The Sassy Belles (14 page)

Read The Sassy Belles Online

Authors: Beth Albright

Tags: #Contemporary, #Romance

“Uh…yeah,” I replied nervously.

And then again,
“Blake.”

The voice was breathy and low and a little gravelly. It was
Frank. I heard him and I just knew it. He had been dead several months, but I
guess he just wasn’t ready to go. I understand that now, but back then, at
eleven years old, the Ouiji board had come to life.

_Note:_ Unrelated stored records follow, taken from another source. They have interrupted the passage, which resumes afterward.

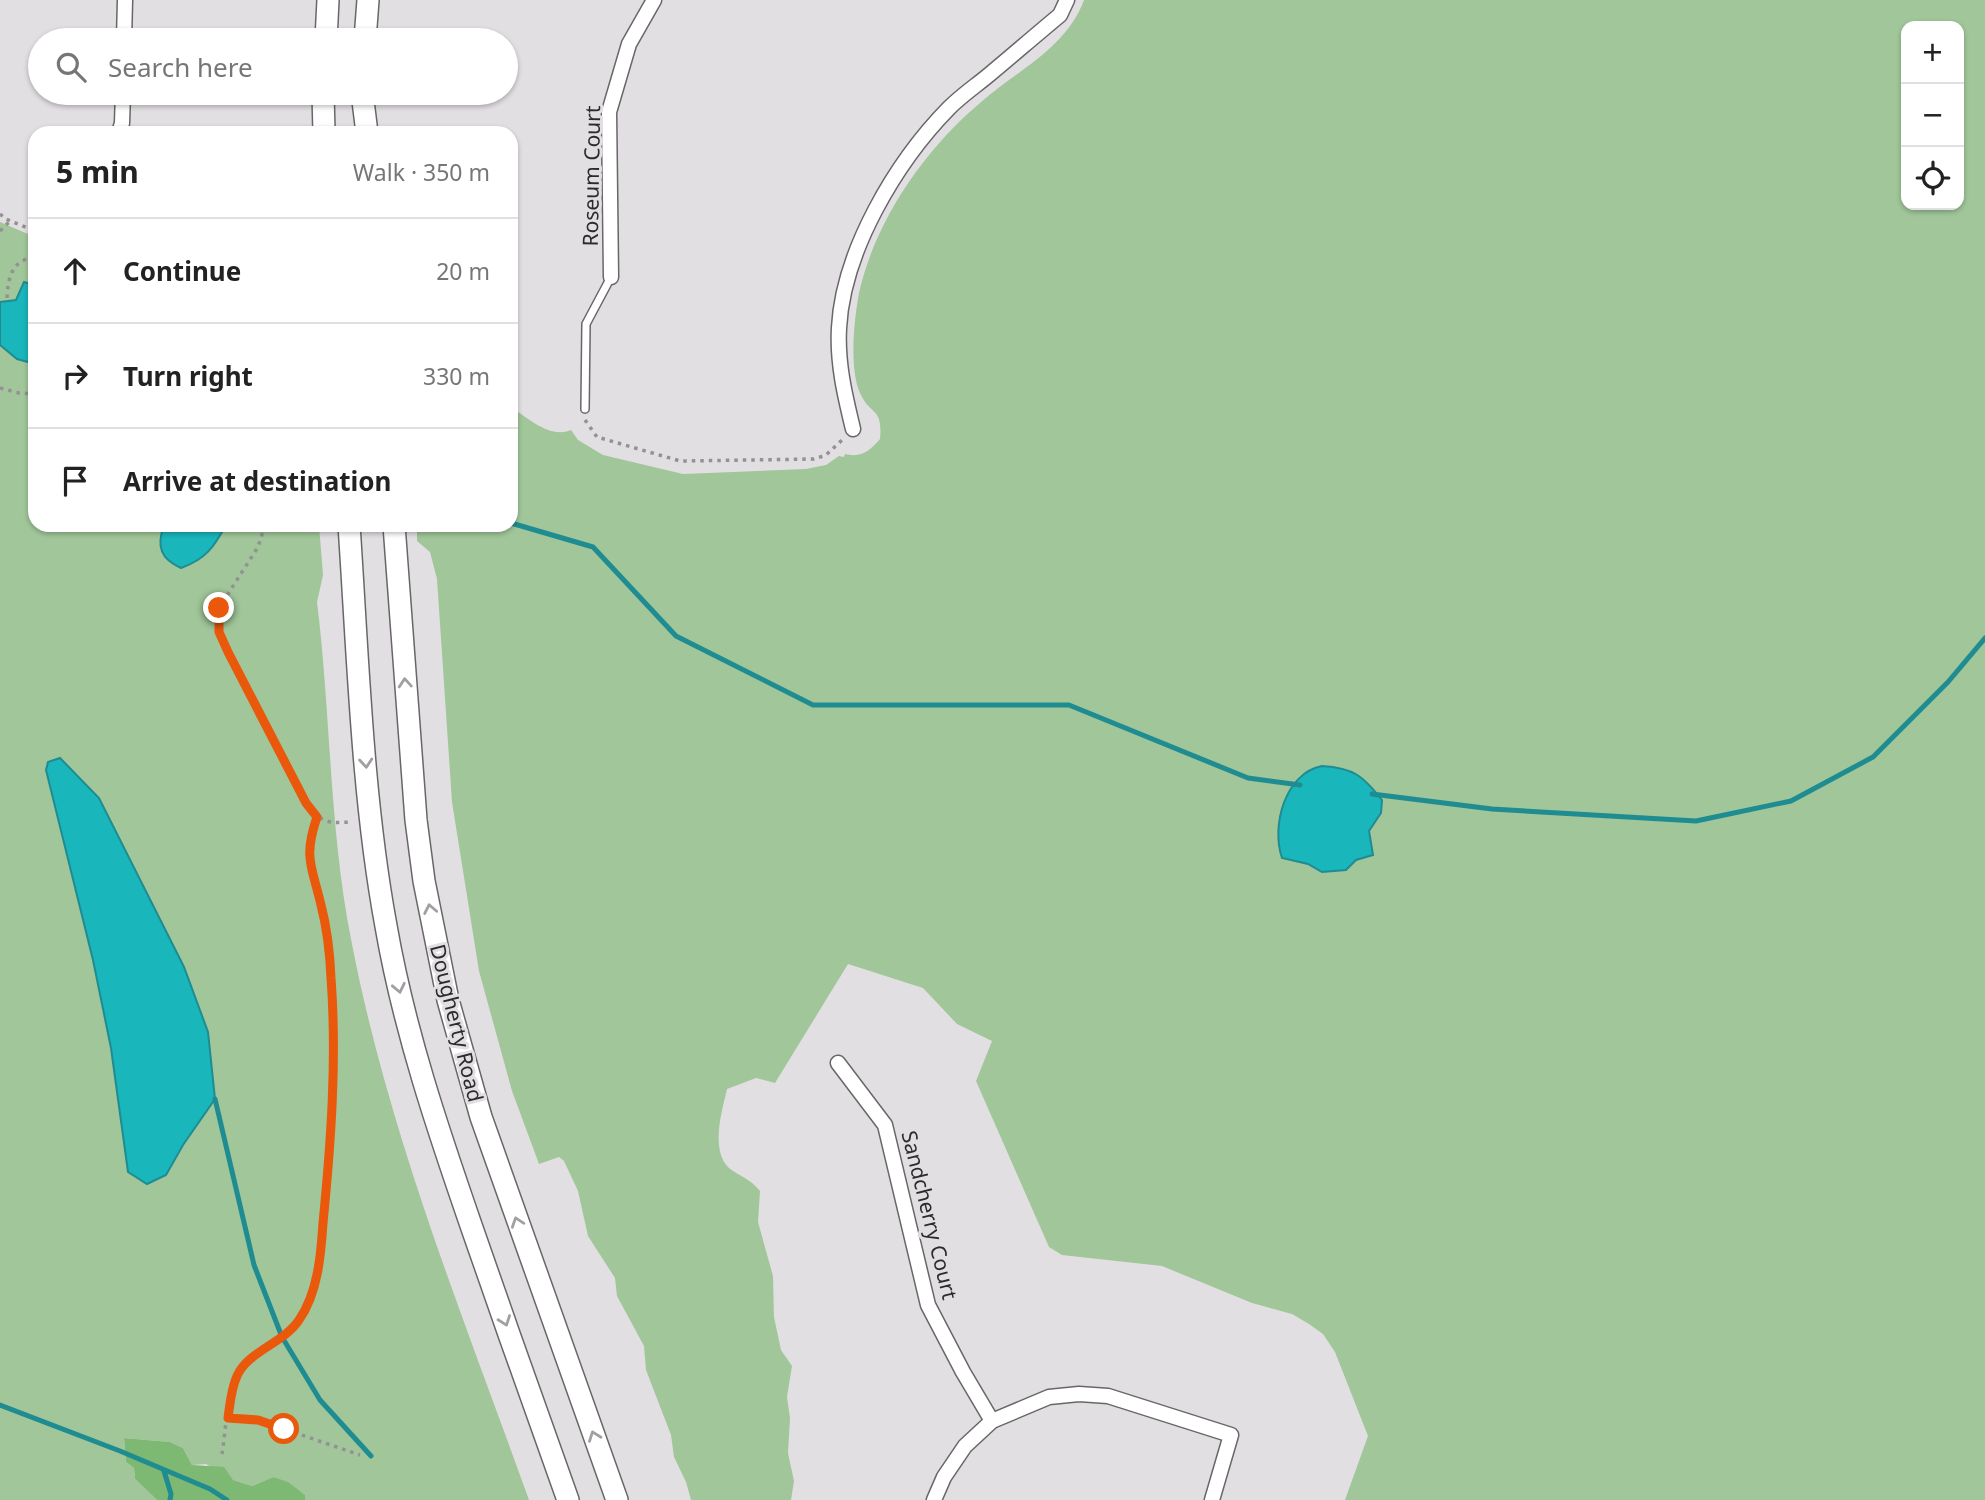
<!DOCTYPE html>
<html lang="en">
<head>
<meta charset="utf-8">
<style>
	:root { --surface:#fff; --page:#f2f2f2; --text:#222; --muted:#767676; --line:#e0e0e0 }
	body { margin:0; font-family:"Noto Sans",sans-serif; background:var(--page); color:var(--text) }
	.controls { position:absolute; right:21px; top:21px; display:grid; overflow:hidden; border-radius:14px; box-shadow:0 2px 5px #0004 }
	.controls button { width:63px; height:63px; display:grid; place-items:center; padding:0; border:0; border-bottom:2px solid var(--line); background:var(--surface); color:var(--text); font:35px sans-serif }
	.stop { position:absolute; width:21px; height:21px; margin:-16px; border:5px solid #ea580c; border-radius:50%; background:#fff }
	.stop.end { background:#ea580c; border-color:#fff; box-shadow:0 2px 7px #0008 }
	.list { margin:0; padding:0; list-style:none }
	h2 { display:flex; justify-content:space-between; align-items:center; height:91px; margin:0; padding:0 28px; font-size:30px }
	h2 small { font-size:23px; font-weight:400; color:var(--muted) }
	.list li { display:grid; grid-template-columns:46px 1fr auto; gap:21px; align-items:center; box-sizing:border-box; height:105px; padding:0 28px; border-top:2px solid var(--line) }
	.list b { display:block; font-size:26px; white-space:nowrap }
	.list em { font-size:23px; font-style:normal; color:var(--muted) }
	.icon { flex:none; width:38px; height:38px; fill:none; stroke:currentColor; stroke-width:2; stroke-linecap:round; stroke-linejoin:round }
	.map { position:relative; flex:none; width:1985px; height:1500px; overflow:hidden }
	.search { position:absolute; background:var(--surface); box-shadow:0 2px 5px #0004; left:28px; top:28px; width:490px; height:77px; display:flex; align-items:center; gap:18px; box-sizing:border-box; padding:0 24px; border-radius:38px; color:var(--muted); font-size:26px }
	.panel { position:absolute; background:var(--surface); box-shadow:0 2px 5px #0004; left:28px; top:126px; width:490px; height:406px; border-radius:21px }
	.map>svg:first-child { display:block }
	.green { fill:#a0c69a; fill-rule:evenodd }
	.forest { fill:#7db973 }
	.water { fill:#19b6bc; stroke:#1f8c91; stroke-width:2 }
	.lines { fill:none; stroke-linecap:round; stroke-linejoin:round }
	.stream { stroke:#1f8c91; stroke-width:5 }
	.lane-casing { stroke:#696669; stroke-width:10 }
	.street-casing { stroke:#696669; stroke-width:17 }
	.secondary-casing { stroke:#696669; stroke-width:24 }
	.path { stroke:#939193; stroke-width:3.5; stroke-dasharray:3.5 5; stroke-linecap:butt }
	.lane { stroke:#fff; stroke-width:7 }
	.street { stroke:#fff; stroke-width:14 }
	.secondary { stroke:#fff; stroke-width:21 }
	.oneway { stroke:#a0a0a0 }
	.route { stroke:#ea580c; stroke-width:9 }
	.labels { text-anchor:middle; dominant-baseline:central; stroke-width:6; stroke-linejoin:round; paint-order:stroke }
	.street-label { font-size:21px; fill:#2c2b2c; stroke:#e2dfe2 }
</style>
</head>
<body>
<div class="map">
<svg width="1985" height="1500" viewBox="0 0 1985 1500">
	<rect width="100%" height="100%" fill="#e2dfe2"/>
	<g class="green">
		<path d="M1084 0H1985V1500H1345L1368 1436 1335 1352 1323 1334 1309 1324 1292 1314 1252 1303 1162 1266 1062 1255 1049 1247 976 1081 992 1041 957 1024 923 988 848 964 775 1083 756 1078 727 1089C722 1111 710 1150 729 1168 740 1177 750 1178 760 1191L758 1222 773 1276 774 1317 781 1350 792 1366 787 1397 790 1418 788 1453 794 1481 791 1500H691L686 1482 674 1457 671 1435 646 1370 644 1346 617 1296 615 1278 588 1236 578 1191 564 1161 559 1157 539 1164 512 1091 479 971 452 802 437 579 430 552 417 541V525H511V407C528 418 550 439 571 430L578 440 603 455 683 474 806 469 826 465 839 456 844 457 845 454C861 458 870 451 880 439 883 406 870 416 860 393 849 368 854 320 859 293 875 221 924 150 980 103 1017 70 1066 49 1084 0ZM1906 26H1959V205H1906Z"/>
		<path d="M0 222 35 237V525H319L323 575 317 602C331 715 329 827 351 939 388 1133 463 1316 529 1500H305L304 1494 273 1477 252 1486 233 1480 206 1464 192 1465 183 1448 170 1442 124 1438 126 1462 134 1468 135 1479 157 1500H0Z"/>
	</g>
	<polygon class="forest" points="124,1438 170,1442 183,1448 192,1465 224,1467 233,1480 252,1486 273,1477 288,1482 305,1495 305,1500 157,1500 135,1479 134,1468 126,1462"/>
	<g class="water">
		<polygon points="24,282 35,285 35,364 17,359 0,345 0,302 16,300"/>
		<path d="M164 525H226C214 547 206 559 181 568 161 559 156 547 164 525Z"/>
		<polygon points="60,758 99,798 184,967 208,1032 215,1099 183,1145 166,1175 147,1184 128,1172 111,1048 93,960 46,770 48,762"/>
		<path d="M1322 766C1354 768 1363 776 1382 800L1381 813 1369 831 1373 855 1356 860 1346 870 1322 872 1308 864 1282 858C1271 826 1285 773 1322 766Z"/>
	</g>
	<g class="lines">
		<g class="stream">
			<polyline points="511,523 593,547 676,636 813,705 1069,705 1248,778 1300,785"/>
			<polyline points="1372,794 1492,809 1696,821 1791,801 1873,757 1948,682 1985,638"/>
			<polyline points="215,1099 254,1265 282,1337 320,1400 371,1456"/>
			<polyline points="0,1405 120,1451 210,1489 227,1500"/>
			<polyline points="164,1471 171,1494 170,1500"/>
		</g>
		<defs>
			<polyline id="lane" points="585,409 586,324 611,277"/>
			<g id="street">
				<polyline points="124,40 125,0"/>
				<polyline points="119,133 122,123 123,93"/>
				<polyline points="611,277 609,112 629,44 654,0"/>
				<path d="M853 429C845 396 837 363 839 328 843 251 896 162 949 108 962 95 977 85 990 74 1014 54 1037 34 1060 15L1067 0"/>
				<polyline points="838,1063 885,1125 928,1305 963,1372 992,1421"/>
				<polyline points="934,1500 944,1477 965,1446 992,1421 1049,1397 1079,1394 1108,1396 1231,1435 1212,1500"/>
			</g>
			<g id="secondary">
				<polyline points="326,40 328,0"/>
				<polyline points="365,40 368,0"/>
				<polyline points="323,93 324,133"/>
				<polyline points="362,93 367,133"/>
				<path d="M349 525C358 657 362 796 386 926 404 1030 438 1130 473 1231 504 1321 536 1410 568 1500"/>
				<polyline points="394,525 416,820 424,881 448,1000 481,1117 617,1500"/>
			</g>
		</defs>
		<use href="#lane" class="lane-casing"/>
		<use href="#street" class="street-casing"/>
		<use href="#secondary" class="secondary-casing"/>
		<g class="path">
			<polyline points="0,214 6,219 35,231"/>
			<polyline points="0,231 10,221"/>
			<path d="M7 298C8 277 12 260 35 257"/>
			<polyline points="0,388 19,393 35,394"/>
			<polyline points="585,420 597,437 680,461 814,459 826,455 842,440"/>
			<path d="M265 525 258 547 219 608V632L306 803C323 824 327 823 352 822"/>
			<polyline points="228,1418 258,1420 360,1455"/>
			<path d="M222 1454C226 1430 226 1399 237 1376 242 1364 257 1355 268 1348 302 1323 310 1306 318 1265 325 1232 325 1197 327 1164 331 1102 336 1040 331 978 330 954 327 928 321 904 312 867 304 856 317 817"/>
		</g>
		<use href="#lane" class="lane"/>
		<use href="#street" class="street"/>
		<use href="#secondary" class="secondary"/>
	</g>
	<defs><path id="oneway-chevron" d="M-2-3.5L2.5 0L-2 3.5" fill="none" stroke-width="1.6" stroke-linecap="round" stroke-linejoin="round" transform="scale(1.75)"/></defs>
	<g class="oneway">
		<use href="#oneway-chevron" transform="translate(405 683) rotate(-94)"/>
		<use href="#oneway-chevron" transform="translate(366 763) rotate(85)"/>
		<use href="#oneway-chevron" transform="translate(430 909) rotate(-101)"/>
		<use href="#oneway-chevron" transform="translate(399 988) rotate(78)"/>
		<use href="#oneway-chevron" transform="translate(517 1222) rotate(-109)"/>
		<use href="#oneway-chevron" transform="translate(505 1321) rotate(70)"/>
		<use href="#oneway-chevron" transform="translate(594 1436) rotate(-110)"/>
	</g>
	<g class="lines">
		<path class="route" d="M219 608V632L228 652 306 803 317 817C303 858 312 866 321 905 327 928 330 954 331 978 337 1059 331 1142 323 1223 321 1254 318 1293 299 1320 284 1343 248 1351 237 1376 231 1389 230 1404 228 1418L258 1420 284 1429"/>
	</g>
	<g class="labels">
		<g class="street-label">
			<text transform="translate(591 176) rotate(-89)">Roseum Court</text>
			<text transform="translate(457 1023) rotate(76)">Dougherty Road</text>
			<text transform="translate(930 1215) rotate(76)">Sandcherry Court</text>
		</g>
	</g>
</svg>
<div class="controls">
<button>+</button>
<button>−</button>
<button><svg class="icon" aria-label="locate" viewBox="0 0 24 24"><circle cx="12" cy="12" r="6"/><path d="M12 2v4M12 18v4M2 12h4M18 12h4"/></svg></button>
</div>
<div class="stop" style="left:284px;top:1429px"></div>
<div class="stop end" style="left:219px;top:608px"></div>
<div class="search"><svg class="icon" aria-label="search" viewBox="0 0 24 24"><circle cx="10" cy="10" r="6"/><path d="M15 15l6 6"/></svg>Search here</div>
<section class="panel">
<h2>5 min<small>Walk · 350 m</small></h2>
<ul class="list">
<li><svg class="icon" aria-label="ahead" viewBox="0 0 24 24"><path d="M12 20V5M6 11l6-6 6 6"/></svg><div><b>Continue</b></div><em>20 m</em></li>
<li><svg class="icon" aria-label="right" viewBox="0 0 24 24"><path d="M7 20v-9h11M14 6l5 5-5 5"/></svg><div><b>Turn right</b></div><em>330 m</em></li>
<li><svg class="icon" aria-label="arrive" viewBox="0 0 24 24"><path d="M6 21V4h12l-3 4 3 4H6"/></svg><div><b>Arrive at destination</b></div></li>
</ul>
</section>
</div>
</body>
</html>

Me, Kathleen and Vivi jumped up, scared out of our wits, and
went screaming and running out of the basement at full speed. We ran out of the
house, jumped the hedges and kept going three houses down all the way to the
playground.

Later, Vivi and I would laugh about that day, but underneath,
we knew what we had heard. I laughed out loud as I sat there in the hall, and I
heard my own laughter echo through the empty house. I sat still, listening for
ghosts that night.

But the house was silent. Chillingly silent. I kept sifting
through the box. Beneath the pictures, I pulled out a pack of tattered envelopes
held together by a rubber band. I had read these so many times growing up.
Meridee used to show these to me proudly with such a sweetness in her eyes and
voice. They were her love letters from Frank. Some of them dated back to the
thirties, and they were always signed,
Your Lover,
Frank.

They were so romantic and sexy and gave me such an insight into
Meridee as a young woman. She was alive and passionate and so in love. I loved
reading these old letters, especially with Meridee. I loved hearing her voice,
now shaky with age, repeat the words of her former self and her “Lover” from
decades ago. For myself as a young child, it was like hearing about people I’d
never met, even though I understood that this was the story of my grandparents.
It was a soul-hugging treat. And it made me love her even more, just watching
her face flush with passion and her eyes spill over with tears as she read.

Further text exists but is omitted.